[ABOUT THIS TASK]
In the material below, find all lines with the string "coordinates" and copy them.

Segment Start: MATERIALS PROVIDED

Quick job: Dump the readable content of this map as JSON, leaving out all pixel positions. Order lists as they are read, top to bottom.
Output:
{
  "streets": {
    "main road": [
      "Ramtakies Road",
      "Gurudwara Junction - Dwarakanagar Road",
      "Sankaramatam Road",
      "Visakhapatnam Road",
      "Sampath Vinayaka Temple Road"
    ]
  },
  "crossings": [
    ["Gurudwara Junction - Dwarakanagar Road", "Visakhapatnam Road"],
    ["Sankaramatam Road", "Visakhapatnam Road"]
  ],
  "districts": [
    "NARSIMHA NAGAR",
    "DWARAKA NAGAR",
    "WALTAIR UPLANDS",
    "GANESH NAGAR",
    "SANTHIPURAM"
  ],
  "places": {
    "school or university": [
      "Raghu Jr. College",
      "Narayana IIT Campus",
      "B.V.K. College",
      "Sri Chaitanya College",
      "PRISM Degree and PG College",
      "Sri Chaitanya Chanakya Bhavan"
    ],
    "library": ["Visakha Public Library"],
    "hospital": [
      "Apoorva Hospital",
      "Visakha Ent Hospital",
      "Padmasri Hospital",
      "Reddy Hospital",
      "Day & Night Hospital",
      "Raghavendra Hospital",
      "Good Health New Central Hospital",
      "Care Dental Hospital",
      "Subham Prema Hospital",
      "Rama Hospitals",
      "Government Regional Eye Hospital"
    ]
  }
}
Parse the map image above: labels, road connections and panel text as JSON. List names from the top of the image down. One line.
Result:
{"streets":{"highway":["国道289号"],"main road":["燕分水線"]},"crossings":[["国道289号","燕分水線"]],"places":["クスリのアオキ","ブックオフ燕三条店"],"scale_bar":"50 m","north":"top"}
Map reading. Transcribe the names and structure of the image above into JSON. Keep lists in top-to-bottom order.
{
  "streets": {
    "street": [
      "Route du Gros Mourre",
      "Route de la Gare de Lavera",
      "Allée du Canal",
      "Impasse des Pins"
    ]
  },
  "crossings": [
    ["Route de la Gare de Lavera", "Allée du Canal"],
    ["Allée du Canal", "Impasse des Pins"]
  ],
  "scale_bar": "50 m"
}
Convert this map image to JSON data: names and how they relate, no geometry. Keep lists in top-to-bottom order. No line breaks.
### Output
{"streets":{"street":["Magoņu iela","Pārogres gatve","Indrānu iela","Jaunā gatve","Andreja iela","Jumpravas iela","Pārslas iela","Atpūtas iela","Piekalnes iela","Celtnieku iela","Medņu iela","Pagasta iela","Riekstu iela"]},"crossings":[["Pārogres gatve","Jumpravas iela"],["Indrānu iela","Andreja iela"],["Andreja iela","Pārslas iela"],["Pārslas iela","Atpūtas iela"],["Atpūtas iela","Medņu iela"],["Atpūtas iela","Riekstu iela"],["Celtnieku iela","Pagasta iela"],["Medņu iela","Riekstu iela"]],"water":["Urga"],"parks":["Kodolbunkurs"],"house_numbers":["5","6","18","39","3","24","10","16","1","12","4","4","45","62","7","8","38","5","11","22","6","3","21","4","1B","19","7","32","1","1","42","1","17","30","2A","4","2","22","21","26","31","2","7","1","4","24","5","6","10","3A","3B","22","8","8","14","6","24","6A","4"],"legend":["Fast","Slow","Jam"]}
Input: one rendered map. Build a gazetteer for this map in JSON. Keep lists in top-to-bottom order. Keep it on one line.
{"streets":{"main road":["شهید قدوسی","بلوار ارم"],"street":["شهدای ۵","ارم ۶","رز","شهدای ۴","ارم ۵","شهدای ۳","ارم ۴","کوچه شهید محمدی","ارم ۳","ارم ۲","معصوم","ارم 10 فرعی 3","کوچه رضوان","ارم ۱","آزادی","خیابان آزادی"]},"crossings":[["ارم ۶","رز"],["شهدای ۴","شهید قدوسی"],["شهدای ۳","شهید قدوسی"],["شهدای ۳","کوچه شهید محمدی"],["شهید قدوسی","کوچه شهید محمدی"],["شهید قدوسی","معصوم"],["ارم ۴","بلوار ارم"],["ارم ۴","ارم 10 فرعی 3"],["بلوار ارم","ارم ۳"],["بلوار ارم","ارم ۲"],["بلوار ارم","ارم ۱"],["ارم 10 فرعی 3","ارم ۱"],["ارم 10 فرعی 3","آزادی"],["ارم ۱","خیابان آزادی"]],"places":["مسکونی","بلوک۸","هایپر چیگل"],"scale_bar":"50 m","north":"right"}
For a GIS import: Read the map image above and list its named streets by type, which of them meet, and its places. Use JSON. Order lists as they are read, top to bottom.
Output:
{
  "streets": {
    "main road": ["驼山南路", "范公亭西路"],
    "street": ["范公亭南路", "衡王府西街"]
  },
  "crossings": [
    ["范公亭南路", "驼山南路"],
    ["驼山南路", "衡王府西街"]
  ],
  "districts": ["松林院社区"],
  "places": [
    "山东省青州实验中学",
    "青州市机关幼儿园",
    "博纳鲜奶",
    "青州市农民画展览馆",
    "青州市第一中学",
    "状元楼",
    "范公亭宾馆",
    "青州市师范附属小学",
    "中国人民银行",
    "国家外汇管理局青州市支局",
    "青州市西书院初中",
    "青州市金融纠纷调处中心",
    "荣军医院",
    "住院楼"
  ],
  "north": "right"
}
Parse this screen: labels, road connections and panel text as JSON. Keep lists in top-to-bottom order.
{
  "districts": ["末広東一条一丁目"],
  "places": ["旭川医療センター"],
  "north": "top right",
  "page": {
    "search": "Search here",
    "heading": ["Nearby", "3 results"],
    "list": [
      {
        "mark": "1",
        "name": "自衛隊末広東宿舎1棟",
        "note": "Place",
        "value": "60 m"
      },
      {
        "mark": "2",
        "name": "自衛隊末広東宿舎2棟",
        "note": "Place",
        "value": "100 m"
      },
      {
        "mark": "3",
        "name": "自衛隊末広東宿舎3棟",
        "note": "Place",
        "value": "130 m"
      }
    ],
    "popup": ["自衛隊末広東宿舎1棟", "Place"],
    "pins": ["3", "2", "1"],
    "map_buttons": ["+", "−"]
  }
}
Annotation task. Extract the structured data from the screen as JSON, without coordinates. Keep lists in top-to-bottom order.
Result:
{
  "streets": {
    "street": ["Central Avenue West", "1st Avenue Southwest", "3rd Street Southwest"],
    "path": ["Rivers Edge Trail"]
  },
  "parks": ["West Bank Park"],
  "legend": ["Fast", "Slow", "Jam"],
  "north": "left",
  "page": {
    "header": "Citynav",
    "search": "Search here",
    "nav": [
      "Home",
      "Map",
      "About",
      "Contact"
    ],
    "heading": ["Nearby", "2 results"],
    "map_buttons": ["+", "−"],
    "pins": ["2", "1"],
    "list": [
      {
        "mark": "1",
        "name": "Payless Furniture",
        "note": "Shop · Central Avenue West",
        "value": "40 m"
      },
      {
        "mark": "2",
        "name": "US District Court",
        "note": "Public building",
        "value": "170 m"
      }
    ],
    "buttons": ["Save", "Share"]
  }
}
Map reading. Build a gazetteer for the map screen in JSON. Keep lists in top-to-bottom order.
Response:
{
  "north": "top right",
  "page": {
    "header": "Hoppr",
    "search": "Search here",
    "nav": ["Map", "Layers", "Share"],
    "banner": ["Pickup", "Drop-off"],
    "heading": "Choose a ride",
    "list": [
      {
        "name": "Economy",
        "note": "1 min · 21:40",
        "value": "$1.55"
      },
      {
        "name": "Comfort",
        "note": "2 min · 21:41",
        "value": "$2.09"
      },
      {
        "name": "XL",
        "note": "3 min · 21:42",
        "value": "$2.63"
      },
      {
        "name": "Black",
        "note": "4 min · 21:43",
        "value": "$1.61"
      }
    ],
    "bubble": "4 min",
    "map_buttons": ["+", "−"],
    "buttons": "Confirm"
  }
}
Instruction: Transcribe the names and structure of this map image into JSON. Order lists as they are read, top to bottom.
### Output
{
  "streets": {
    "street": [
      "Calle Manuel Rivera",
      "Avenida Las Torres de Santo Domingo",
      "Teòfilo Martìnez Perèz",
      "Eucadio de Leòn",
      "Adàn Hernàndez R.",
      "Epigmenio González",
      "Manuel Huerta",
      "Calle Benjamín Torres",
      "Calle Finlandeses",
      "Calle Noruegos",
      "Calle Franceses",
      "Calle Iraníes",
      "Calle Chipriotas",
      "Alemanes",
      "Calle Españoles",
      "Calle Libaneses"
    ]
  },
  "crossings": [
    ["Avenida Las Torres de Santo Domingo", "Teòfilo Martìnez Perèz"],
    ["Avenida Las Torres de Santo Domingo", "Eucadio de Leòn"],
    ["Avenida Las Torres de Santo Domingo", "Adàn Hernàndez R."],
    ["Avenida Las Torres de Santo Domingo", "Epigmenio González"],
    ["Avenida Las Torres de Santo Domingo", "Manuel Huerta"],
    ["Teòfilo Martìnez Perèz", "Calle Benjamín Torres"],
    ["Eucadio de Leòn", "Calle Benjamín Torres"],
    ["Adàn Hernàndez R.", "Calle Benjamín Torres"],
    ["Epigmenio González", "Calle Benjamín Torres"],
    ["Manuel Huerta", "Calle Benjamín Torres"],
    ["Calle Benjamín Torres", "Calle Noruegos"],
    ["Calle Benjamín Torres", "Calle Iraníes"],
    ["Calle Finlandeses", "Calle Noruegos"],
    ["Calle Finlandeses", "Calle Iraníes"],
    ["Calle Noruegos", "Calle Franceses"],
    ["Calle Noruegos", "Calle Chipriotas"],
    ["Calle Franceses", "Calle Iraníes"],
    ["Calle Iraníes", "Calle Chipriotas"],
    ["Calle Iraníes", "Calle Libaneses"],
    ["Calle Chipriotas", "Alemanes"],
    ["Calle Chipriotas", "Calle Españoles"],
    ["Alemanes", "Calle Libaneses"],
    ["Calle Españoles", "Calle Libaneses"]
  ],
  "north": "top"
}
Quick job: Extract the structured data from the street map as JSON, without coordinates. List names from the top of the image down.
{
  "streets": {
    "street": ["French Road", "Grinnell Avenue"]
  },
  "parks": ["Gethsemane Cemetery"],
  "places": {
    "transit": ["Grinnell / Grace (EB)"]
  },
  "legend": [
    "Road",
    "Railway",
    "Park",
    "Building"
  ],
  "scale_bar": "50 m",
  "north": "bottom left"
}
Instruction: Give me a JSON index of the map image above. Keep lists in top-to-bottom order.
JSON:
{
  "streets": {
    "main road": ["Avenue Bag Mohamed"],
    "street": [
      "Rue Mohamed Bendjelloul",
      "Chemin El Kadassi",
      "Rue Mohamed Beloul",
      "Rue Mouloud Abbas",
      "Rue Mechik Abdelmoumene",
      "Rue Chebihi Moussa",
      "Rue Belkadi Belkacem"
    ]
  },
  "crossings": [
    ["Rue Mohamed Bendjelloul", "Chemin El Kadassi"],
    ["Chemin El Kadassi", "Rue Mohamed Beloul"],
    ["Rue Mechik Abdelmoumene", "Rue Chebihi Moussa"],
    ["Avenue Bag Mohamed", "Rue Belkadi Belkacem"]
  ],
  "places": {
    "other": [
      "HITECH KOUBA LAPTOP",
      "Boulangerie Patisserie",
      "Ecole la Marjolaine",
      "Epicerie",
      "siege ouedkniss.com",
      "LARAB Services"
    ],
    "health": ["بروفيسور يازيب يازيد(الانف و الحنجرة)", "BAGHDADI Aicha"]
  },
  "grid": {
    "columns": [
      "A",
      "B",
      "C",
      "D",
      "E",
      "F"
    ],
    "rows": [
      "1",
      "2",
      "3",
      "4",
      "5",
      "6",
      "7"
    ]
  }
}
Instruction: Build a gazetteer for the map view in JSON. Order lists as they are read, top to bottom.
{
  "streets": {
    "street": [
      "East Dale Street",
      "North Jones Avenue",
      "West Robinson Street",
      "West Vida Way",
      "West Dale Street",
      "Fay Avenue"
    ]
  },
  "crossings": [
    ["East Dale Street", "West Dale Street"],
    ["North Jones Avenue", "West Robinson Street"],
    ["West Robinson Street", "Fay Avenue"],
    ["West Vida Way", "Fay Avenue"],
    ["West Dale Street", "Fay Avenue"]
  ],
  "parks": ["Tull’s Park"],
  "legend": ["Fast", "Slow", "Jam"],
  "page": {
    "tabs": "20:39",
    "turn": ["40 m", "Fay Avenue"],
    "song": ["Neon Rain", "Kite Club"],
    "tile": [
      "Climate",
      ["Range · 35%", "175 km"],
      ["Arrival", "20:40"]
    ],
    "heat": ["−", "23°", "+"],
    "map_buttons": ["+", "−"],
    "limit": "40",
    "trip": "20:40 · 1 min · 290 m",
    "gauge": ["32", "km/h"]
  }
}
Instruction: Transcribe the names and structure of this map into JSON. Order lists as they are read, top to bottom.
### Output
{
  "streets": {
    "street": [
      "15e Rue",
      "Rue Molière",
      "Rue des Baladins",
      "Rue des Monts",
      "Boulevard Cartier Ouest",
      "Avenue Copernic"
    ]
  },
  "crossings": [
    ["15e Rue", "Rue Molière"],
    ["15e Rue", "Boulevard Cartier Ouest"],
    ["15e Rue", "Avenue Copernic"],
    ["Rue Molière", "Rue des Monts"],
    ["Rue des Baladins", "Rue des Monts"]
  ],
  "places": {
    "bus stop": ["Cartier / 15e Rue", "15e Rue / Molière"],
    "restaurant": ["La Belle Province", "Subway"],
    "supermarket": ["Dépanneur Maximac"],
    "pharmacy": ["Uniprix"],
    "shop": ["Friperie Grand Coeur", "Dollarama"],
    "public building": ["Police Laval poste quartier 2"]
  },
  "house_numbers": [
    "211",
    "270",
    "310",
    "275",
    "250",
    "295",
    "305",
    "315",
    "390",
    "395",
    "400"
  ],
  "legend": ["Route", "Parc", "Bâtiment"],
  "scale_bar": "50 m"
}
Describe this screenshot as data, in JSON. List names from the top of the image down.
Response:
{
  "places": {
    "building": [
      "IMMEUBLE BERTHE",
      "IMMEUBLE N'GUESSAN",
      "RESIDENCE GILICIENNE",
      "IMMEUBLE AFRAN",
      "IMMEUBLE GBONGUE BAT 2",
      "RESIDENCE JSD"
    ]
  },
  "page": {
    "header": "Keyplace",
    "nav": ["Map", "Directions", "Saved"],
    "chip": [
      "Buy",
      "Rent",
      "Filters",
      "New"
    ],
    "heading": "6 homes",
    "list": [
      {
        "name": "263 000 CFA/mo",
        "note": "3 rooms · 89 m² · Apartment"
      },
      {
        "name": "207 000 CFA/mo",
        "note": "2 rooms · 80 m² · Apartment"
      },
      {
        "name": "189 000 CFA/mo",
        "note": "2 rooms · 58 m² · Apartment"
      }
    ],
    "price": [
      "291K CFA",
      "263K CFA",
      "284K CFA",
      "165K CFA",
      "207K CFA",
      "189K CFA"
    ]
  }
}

Segment End: MATERIALS PROVIDED

[SOLUTION TO THIS EXERCISE]
Annotation task. Extract the structured data from the screen as JSON, without coordinates. Keep lists in top-to-bottom order.
Quick job: Extract the structured data from the street map as JSON, without coordinates. List names from the top of the image down.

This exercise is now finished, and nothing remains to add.